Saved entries
______________________________
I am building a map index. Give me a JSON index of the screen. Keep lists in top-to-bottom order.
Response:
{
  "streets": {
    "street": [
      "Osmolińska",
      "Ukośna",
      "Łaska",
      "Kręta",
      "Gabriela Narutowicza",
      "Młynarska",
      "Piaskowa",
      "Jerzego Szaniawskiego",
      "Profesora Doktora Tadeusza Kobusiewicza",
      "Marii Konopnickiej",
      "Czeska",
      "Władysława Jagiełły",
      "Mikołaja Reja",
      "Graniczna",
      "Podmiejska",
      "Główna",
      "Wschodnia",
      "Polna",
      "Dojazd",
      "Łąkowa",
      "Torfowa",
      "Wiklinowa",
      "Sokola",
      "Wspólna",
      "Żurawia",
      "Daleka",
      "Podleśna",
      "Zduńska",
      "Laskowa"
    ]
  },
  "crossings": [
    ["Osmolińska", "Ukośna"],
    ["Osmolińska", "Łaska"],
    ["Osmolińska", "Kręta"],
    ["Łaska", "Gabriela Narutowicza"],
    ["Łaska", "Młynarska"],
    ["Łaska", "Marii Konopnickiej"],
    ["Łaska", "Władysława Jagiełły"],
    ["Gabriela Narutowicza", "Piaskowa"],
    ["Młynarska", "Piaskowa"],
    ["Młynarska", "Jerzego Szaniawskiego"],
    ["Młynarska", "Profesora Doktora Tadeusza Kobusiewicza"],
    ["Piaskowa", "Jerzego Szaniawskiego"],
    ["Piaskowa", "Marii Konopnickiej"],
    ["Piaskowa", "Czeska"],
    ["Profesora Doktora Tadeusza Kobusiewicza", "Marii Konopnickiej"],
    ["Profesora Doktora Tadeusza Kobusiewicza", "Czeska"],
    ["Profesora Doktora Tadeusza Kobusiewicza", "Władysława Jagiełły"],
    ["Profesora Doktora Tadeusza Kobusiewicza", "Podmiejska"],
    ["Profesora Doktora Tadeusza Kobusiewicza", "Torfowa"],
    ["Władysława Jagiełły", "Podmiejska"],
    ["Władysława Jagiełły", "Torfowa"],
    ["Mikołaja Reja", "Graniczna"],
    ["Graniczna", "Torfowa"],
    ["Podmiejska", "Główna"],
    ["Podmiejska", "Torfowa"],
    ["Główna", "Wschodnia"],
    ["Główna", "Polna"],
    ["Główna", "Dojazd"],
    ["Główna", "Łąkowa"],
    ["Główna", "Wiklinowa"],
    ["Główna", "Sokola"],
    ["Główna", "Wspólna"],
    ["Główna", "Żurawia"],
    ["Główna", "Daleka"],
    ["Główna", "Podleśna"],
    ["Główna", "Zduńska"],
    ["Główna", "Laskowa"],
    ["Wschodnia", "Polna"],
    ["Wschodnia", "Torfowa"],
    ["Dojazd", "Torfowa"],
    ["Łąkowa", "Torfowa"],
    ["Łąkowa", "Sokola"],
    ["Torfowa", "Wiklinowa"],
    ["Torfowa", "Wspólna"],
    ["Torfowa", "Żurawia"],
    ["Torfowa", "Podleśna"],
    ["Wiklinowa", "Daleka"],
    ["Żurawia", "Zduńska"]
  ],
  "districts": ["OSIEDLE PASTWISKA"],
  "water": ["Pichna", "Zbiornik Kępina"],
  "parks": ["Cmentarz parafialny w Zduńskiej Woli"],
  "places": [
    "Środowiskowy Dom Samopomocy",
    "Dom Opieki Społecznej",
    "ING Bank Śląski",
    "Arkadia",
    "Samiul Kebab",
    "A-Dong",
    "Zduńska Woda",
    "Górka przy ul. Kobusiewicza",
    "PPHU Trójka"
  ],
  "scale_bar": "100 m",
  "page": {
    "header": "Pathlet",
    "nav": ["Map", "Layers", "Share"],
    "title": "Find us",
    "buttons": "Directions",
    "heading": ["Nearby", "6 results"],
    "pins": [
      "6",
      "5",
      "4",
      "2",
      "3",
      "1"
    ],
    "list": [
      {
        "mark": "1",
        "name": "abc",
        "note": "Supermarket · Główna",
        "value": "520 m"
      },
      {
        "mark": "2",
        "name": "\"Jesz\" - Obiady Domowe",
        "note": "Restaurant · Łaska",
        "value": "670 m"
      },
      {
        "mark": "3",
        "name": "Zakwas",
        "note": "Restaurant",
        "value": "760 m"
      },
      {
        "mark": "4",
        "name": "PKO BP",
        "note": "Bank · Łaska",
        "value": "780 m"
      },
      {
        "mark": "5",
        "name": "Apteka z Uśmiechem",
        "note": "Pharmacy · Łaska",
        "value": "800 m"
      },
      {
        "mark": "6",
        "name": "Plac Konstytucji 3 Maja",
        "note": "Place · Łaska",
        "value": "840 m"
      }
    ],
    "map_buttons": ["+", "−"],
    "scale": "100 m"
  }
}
______________________________
Reproduce all of the entries word for word.

I am building a map index. Give me a JSON index of the screen. Keep lists in top-to-bottom order.
Response:
{
  "streets": {
    "street": [
      "Osmolińska",
      "Ukośna",
      "Łaska",
      "Kręta",
      "Gabriela Narutowicza",
      "Młynarska",
      "Piaskowa",
      "Jerzego Szaniawskiego",
      "Profesora Doktora Tadeusza Kobusiewicza",
      "Marii Konopnickiej",
      "Czeska",
      "Władysława Jagiełły",
      "Mikołaja Reja",
      "Graniczna",
      "Podmiejska",
      "Główna",
      "Wschodnia",
      "Polna",
      "Dojazd",
      "Łąkowa",
      "Torfowa",
      "Wiklinowa",
      "Sokola",
      "Wspólna",
      "Żurawia",
      "Daleka",
      "Podleśna",
      "Zduńska",
      "Laskowa"
    ]
  },
  "crossings": [
    ["Osmolińska", "Ukośna"],
    ["Osmolińska", "Łaska"],
    ["Osmolińska", "Kręta"],
    ["Łaska", "Gabriela Narutowicza"],
    ["Łaska", "Młynarska"],
    ["Łaska", "Marii Konopnickiej"],
    ["Łaska", "Władysława Jagiełły"],
    ["Gabriela Narutowicza", "Piaskowa"],
    ["Młynarska", "Piaskowa"],
    ["Młynarska", "Jerzego Szaniawskiego"],
    ["Młynarska", "Profesora Doktora Tadeusza Kobusiewicza"],
    ["Piaskowa", "Jerzego Szaniawskiego"],
    ["Piaskowa", "Marii Konopnickiej"],
    ["Piaskowa", "Czeska"],
    ["Profesora Doktora Tadeusza Kobusiewicza", "Marii Konopnickiej"],
    ["Profesora Doktora Tadeusza Kobusiewicza", "Czeska"],
    ["Profesora Doktora Tadeusza Kobusiewicza", "Władysława Jagiełły"],
    ["Profesora Doktora Tadeusza Kobusiewicza", "Podmiejska"],
    ["Profesora Doktora Tadeusza Kobusiewicza", "Torfowa"],
    ["Władysława Jagiełły", "Podmiejska"],
    ["Władysława Jagiełły", "Torfowa"],
    ["Mikołaja Reja", "Graniczna"],
    ["Graniczna", "Torfowa"],
    ["Podmiejska", "Główna"],
    ["Podmiejska", "Torfowa"],
    ["Główna", "Wschodnia"],
    ["Główna", "Polna"],
    ["Główna", "Dojazd"],
    ["Główna", "Łąkowa"],
    ["Główna", "Wiklinowa"],
    ["Główna", "Sokola"],
    ["Główna", "Wspólna"],
    ["Główna", "Żurawia"],
    ["Główna", "Daleka"],
    ["Główna", "Podleśna"],
    ["Główna", "Zduńska"],
    ["Główna", "Laskowa"],
    ["Wschodnia", "Polna"],
    ["Wschodnia", "Torfowa"],
    ["Dojazd", "Torfowa"],
    ["Łąkowa", "Torfowa"],
    ["Łąkowa", "Sokola"],
    ["Torfowa", "Wiklinowa"],
    ["Torfowa", "Wspólna"],
    ["Torfowa", "Żurawia"],
    ["Torfowa", "Podleśna"],
    ["Wiklinowa", "Daleka"],
    ["Żurawia", "Zduńska"]
  ],
  "districts": ["OSIEDLE PASTWISKA"],
  "water": ["Pichna", "Zbiornik Kępina"],
  "parks": ["Cmentarz parafialny w Zduńskiej Woli"],
  "places": [
    "Środowiskowy Dom Samopomocy",
    "Dom Opieki Społecznej",
    "ING Bank Śląski",
    "Arkadia",
    "Samiul Kebab",
    "A-Dong",
    "Zduńska Woda",
    "Górka przy ul. Kobusiewicza",
    "PPHU Trójka"
  ],
  "scale_bar": "100 m",
  "page": {
    "header": "Pathlet",
    "nav": ["Map", "Layers", "Share"],
    "title": "Find us",
    "buttons": "Directions",
    "heading": ["Nearby", "6 results"],
    "pins": [
      "6",
      "5",
      "4",
      "2",
      "3",
      "1"
    ],
    "list": [
      {
        "mark": "1",
        "name": "abc",
        "note": "Supermarket · Główna",
        "value": "520 m"
      },
      {
        "mark": "2",
        "name": "\"Jesz\" - Obiady Domowe",
        "note": "Restaurant · Łaska",
        "value": "670 m"
      },
      {
        "mark": "3",
        "name": "Zakwas",
        "note": "Restaurant",
        "value": "760 m"
      },
      {
        "mark": "4",
        "name": "PKO BP",
        "note": "Bank · Łaska",
        "value": "780 m"
      },
      {
        "mark": "5",
        "name": "Apteka z Uśmiechem",
        "note": "Pharmacy · Łaska",
        "value": "800 m"
      },
      {
        "mark": "6",
        "name": "Plac Konstytucji 3 Maja",
        "note": "Place · Łaska",
        "value": "840 m"
      }
    ],
    "map_buttons": ["+", "−"],
    "scale": "100 m"
  }
}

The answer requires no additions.